Brown began studying medicine in 1874. In 1876, she entered the New York Medical College and Hospital for Women in Valhalla, New York. She graduated in 1879 and opened a general practice in West 34th street, New York. She later moved the practice to 30 West 51st street, where she practiced from 1890 until her retirement. During the earlier years her practice took her frequently to the poorer quarters of the city.

Brown was one of the few women of her time who performed surgery. She attended clinics in New York and Chicago, studying under noted surgeons. She specialized in the diseases of women and was professor of diseases of women in the New York Medical College and Hospital for Women. Brown also served as secretary of the faculty of that institution. She was later made the dean, succeeding Dr. Clemence Sophia Harned Lozier, noted feminist activist and founder of the college.

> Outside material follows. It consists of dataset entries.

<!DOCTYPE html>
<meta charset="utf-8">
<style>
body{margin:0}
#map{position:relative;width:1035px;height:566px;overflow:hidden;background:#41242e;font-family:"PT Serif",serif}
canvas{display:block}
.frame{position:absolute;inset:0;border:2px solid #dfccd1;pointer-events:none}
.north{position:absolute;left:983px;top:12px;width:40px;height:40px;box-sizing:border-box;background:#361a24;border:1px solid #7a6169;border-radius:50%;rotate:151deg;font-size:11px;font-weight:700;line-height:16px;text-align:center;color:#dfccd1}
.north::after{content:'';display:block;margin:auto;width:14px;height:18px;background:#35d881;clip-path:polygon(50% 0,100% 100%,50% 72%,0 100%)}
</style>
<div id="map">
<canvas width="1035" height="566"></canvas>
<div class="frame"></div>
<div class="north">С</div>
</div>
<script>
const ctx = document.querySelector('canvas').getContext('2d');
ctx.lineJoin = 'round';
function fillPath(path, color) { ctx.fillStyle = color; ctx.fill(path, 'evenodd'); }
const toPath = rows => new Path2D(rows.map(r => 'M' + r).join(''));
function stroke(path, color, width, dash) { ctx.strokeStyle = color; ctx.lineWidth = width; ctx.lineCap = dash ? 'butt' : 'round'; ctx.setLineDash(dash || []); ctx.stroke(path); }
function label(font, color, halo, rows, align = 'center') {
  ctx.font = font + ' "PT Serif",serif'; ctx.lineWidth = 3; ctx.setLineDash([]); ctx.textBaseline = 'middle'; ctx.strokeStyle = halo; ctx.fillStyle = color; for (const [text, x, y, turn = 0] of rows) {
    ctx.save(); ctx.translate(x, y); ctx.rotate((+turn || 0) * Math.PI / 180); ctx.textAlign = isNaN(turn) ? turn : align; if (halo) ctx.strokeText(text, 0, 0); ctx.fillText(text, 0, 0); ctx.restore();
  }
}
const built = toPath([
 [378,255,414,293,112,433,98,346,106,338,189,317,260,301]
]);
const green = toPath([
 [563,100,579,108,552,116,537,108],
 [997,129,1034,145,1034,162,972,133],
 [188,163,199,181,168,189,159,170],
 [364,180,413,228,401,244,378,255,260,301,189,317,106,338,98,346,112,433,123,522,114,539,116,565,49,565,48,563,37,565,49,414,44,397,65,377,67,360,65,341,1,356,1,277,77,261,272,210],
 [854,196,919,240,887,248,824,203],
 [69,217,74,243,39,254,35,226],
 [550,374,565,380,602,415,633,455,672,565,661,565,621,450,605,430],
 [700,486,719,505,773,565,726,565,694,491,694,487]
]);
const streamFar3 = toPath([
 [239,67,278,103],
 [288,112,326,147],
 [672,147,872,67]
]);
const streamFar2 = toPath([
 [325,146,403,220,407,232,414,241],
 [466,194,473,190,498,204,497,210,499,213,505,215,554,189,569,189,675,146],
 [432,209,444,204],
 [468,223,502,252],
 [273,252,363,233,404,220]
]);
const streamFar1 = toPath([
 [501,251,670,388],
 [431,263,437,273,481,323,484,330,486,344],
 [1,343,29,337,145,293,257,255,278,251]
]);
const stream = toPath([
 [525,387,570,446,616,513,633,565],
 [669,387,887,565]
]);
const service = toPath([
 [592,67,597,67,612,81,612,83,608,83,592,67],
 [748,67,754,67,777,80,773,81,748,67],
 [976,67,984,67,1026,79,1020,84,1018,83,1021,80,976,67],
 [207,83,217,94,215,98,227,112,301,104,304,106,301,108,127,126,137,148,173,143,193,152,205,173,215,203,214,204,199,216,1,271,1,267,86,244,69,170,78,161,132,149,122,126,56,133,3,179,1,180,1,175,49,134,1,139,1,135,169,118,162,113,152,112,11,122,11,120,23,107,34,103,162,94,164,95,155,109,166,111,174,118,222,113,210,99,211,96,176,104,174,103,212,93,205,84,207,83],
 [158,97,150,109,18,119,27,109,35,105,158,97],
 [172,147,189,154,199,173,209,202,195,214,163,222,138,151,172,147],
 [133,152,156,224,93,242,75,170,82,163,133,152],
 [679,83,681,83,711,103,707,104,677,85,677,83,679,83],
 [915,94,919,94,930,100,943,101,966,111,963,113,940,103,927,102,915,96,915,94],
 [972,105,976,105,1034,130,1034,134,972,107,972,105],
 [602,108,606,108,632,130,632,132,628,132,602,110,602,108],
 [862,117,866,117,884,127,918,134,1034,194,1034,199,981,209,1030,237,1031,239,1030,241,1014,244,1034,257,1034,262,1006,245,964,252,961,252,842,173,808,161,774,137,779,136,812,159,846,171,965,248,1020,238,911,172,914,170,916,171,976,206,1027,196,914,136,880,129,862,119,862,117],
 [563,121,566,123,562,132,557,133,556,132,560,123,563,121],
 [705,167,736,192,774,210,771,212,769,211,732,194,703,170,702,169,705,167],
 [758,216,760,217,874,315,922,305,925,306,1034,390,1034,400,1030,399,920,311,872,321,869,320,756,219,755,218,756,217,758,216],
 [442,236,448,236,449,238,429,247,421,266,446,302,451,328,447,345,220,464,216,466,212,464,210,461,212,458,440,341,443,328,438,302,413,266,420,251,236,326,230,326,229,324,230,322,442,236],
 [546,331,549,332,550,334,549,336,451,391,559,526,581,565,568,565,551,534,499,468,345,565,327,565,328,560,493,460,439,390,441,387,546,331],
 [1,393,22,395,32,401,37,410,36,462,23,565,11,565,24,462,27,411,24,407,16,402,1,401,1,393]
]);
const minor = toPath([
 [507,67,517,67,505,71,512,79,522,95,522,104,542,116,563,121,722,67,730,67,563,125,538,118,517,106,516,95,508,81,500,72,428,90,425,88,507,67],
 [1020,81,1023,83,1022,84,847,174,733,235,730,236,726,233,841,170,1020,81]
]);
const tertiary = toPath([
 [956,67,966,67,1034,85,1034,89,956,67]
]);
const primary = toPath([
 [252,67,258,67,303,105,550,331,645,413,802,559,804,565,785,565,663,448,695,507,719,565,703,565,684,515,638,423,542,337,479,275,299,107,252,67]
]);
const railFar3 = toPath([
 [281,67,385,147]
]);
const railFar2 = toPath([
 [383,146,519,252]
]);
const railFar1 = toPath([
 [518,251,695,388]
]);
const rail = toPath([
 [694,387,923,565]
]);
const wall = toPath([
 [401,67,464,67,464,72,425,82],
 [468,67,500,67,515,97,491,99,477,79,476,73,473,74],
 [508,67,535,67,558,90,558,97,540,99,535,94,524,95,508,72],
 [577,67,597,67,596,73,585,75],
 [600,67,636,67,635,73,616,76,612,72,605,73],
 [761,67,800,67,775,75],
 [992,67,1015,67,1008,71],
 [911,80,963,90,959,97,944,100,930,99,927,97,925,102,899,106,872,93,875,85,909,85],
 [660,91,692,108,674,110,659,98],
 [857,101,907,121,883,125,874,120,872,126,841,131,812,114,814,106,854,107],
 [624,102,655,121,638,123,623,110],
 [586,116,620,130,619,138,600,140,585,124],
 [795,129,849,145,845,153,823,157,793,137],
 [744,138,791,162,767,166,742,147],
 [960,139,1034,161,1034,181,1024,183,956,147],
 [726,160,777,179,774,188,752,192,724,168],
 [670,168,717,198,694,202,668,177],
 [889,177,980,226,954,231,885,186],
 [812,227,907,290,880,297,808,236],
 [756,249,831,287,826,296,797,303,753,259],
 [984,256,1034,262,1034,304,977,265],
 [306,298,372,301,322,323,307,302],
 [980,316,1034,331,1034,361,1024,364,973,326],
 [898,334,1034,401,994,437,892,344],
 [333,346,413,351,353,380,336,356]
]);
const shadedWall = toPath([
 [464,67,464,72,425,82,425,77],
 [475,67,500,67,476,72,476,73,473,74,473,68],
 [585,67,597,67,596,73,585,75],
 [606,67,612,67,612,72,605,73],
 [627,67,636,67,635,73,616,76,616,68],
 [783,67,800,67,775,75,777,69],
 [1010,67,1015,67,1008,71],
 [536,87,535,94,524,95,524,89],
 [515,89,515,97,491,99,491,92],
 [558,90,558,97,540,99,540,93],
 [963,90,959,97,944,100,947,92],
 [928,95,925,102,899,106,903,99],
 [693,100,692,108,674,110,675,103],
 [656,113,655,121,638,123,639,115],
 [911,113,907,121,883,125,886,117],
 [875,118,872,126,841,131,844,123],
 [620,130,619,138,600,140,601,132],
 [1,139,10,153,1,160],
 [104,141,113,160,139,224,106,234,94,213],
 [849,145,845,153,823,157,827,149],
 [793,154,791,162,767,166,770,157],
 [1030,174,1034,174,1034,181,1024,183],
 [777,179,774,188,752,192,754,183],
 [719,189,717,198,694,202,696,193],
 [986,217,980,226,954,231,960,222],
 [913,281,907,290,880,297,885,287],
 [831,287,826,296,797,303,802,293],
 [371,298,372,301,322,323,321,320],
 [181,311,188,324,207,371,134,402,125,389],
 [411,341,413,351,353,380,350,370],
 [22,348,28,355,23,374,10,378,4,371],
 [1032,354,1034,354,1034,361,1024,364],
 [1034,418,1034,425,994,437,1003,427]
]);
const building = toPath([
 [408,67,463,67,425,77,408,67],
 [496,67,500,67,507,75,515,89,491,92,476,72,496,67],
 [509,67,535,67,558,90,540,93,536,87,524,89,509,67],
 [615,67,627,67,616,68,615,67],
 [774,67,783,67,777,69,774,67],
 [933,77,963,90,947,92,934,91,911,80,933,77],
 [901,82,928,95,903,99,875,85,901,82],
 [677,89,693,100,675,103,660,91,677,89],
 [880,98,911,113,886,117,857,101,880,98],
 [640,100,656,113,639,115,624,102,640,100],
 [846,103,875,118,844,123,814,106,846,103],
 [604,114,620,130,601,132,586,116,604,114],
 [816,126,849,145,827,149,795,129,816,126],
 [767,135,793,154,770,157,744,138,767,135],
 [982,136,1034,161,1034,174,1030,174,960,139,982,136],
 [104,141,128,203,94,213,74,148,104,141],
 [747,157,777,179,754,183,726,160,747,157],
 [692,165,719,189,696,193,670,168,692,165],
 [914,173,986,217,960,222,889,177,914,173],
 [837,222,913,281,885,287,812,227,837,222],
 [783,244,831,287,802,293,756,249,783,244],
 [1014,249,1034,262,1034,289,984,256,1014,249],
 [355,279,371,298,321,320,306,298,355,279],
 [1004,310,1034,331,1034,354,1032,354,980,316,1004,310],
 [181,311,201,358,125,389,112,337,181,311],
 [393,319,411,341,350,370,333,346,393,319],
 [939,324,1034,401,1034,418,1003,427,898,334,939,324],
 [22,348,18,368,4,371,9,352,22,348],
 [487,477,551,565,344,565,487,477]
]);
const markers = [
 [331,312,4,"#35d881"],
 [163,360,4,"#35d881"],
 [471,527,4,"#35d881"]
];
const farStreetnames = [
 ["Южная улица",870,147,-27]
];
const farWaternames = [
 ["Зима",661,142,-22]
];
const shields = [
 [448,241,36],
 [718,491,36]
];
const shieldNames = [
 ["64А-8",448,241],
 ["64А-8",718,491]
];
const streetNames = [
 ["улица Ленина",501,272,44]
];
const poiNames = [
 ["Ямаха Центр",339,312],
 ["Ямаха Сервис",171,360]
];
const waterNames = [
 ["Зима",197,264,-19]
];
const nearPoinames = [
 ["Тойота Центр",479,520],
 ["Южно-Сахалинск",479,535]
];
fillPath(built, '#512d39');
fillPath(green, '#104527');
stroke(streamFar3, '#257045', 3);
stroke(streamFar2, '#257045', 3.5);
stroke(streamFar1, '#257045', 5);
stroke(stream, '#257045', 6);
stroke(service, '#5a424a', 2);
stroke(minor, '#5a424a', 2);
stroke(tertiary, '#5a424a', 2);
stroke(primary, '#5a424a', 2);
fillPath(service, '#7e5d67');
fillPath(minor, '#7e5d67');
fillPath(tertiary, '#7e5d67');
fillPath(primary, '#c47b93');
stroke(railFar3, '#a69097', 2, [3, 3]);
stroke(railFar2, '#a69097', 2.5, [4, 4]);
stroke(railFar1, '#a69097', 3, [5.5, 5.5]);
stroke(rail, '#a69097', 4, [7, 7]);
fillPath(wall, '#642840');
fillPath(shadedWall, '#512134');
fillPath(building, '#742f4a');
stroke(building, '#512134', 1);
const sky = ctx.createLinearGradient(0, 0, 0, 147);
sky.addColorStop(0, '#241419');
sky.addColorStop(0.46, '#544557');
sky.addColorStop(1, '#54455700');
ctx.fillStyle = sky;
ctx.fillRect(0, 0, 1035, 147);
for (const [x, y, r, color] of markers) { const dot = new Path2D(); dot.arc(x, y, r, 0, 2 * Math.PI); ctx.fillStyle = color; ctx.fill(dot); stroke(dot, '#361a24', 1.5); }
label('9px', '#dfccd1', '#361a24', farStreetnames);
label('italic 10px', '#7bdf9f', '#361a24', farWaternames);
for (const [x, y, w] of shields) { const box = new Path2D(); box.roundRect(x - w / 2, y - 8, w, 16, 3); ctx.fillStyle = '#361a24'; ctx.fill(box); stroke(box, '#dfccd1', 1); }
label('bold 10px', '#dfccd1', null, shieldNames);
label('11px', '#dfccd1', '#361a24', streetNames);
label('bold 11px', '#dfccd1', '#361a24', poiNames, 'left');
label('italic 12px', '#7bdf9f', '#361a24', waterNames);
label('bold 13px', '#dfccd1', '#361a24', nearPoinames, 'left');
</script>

Brown also discovered a remedy for motion sickness called "Ship-shape". She was a member of the American Institute of Homeopathy, of the New York County Medical Society, a member of the consulting staff of the Memorial Hospital in Brooklyn, and of the New York Homeopathic Sanitarium Association.

==Personal life==
After a 40 year career, M. Belle Brown retired to Troy, Ohio in 1917.

During World War I, Brown was active in raising funds for the American Hospital of Paris, as well as for the Red Cross.

Brown died on July 13, 1924, in Troy and is buried at Riverside Cemetery, Troy, Section 3, Lot 118, with her family.